Williams’ sister is married to a Japanese and has a family there, and the couple were looking forward to experiencing a different culture. But when all schools closed last February, they found themselves confined to their apartment in Tokushima on the island of Shikoku.
There was a huge relief when we got on that plane to Auckland.
Anna Williams
“It was very difficult to participate fully in the culture of Japan because everything had been cancelled,” said McCaffrey, 38.
Neither of them could speak Japanese, and when the borders closed they felt isolated.
“When you go away there is that idea at the back of your mind that if something goes wrong you can just come home. Having that taken away was really quite difficult, quite isolating,” he said.
“We were isolated because it was very, very difficult to meet people, and it was very, very difficult to come home, so we were kind of stuck in this limbo.”
They watched the NZ election results from Japan worried that a new government might shut even New Zealanders out. They came home in December.
Williams said: “There was a huge relief when we got on that plane to Auckland, just knowing we were not going to be stuck somewhere because there was constantly this underlying fear.”
Shea said a survey at the end of the year found that 60 per cent of secondary schools were fully staffed for this year. The other 40 per cent had vacancies mainly in the always-hard-to-staff subjects of te reo Māori, technology, maths, chemistry and physics.
The Education Gazette listed 271 teaching vacancies in schools on February 1, down from 370 on January 23 last year.
Only 60 of Auckland’s 550 primary and secondary schools listed vacancies, or one in nine — down from 82, or one in seven, last year.
The Ministry of Education said the biggest gains were in secondary schools, where new vacancies listed in January plunged from 245 last year to 141 this year, including a drop from 83 to 45 in Auckland.

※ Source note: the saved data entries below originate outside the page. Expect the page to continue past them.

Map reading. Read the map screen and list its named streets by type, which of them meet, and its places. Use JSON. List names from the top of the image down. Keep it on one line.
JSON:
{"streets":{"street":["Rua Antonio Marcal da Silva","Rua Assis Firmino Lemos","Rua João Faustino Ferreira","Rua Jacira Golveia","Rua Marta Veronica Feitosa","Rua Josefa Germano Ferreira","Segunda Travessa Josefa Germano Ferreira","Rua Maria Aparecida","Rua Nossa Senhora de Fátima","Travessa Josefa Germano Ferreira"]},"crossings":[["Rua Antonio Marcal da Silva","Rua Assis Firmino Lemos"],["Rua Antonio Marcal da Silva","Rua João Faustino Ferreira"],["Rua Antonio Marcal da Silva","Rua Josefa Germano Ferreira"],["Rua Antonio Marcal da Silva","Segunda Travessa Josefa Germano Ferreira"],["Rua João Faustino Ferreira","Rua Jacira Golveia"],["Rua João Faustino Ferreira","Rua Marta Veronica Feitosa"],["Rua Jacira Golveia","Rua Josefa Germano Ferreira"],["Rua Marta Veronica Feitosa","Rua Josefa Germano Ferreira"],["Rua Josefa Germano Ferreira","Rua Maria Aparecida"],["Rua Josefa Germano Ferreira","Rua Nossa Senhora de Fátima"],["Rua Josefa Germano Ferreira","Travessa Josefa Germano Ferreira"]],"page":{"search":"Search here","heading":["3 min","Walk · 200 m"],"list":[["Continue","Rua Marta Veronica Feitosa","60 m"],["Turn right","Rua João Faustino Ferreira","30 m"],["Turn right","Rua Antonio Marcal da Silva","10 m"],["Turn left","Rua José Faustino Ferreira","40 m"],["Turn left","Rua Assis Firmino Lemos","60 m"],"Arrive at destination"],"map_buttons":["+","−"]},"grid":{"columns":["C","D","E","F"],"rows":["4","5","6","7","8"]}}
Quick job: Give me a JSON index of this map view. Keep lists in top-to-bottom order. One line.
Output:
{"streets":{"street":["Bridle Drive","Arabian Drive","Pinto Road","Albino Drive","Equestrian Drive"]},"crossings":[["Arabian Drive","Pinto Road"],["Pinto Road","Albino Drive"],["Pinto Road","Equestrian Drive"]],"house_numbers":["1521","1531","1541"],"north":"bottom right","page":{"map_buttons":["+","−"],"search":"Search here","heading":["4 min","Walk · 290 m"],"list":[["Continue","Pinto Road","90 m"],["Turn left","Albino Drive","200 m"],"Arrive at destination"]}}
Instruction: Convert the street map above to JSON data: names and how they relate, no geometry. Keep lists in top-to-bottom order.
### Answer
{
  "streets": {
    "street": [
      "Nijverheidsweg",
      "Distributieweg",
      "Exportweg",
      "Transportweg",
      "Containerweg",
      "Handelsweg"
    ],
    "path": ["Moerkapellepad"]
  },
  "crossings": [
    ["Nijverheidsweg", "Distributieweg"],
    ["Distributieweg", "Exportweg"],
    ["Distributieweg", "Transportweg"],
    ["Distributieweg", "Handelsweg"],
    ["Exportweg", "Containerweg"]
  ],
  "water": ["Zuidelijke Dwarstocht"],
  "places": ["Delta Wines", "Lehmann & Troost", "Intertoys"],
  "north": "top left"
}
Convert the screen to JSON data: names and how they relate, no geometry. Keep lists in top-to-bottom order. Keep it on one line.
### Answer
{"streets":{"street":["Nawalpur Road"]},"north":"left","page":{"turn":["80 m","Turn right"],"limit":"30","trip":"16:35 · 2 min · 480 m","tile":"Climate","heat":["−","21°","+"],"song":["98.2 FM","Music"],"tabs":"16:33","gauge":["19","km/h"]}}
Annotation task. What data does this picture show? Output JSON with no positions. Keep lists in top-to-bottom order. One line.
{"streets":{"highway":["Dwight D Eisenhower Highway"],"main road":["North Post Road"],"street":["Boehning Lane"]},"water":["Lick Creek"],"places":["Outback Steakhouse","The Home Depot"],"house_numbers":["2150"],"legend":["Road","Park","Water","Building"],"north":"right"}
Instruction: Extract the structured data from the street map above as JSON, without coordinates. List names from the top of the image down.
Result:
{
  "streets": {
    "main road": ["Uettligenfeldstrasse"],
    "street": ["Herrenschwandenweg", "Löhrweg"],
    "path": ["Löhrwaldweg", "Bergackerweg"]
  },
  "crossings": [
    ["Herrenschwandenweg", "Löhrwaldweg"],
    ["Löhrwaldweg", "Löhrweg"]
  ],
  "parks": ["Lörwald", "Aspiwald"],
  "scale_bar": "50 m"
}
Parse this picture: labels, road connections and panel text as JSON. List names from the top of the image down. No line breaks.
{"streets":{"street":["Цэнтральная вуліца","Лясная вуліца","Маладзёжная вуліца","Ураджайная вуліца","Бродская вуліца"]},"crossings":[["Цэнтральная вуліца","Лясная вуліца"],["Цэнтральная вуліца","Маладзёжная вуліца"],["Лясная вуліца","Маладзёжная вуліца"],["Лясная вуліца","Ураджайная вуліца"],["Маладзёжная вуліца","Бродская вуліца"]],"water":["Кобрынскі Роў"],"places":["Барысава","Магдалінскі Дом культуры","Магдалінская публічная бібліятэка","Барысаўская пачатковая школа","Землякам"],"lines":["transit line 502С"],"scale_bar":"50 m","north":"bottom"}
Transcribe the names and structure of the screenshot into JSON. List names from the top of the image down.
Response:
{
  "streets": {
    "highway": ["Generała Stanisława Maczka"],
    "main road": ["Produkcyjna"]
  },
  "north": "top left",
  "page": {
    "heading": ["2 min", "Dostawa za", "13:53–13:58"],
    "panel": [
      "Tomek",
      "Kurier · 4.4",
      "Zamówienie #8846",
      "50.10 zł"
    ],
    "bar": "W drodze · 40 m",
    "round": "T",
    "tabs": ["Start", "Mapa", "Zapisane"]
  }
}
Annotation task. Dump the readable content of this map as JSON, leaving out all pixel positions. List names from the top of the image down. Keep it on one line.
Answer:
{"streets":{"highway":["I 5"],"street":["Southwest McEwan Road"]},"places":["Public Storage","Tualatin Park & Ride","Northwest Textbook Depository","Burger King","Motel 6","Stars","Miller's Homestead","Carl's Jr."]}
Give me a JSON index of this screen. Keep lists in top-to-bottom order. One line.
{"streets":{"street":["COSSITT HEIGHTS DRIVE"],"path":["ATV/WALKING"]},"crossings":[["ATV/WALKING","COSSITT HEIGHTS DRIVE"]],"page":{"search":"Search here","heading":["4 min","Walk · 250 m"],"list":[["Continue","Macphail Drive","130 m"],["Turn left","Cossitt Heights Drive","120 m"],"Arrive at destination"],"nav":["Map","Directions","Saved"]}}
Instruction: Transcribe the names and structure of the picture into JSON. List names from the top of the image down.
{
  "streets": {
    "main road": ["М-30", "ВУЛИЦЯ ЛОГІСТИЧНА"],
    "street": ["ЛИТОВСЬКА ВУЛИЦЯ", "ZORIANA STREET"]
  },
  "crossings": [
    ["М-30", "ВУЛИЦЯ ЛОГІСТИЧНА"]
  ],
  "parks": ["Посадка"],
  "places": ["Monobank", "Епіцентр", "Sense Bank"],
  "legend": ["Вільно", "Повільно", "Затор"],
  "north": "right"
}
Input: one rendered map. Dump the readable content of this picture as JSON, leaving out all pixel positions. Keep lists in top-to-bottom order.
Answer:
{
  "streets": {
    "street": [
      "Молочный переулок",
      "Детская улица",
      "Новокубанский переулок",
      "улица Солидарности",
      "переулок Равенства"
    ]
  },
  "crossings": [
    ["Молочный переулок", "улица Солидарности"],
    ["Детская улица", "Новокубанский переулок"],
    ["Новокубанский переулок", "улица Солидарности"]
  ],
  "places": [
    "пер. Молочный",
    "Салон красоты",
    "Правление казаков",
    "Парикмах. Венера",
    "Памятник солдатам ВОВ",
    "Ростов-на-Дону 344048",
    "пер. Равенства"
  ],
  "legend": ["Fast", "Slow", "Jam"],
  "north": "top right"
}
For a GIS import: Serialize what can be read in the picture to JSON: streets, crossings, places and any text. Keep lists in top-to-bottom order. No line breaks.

New primary vacancies listed in January dropped from 104 last year to 92, but rose slightly from 27 to 28 in Auckland because of continued population growth.
Auckland Primary Principals’ Association president Stephen Lethbridge said 50 out of 132 schools surveyed last week said they were more confident about staffing this year, 67 said the situation was unchanged and 14 said they were less confident this year.
“It’s more buoyant,” he said. “But there are pockets where we don’t have enough teachers because people are not wanting to move or travel long distances on motorways.”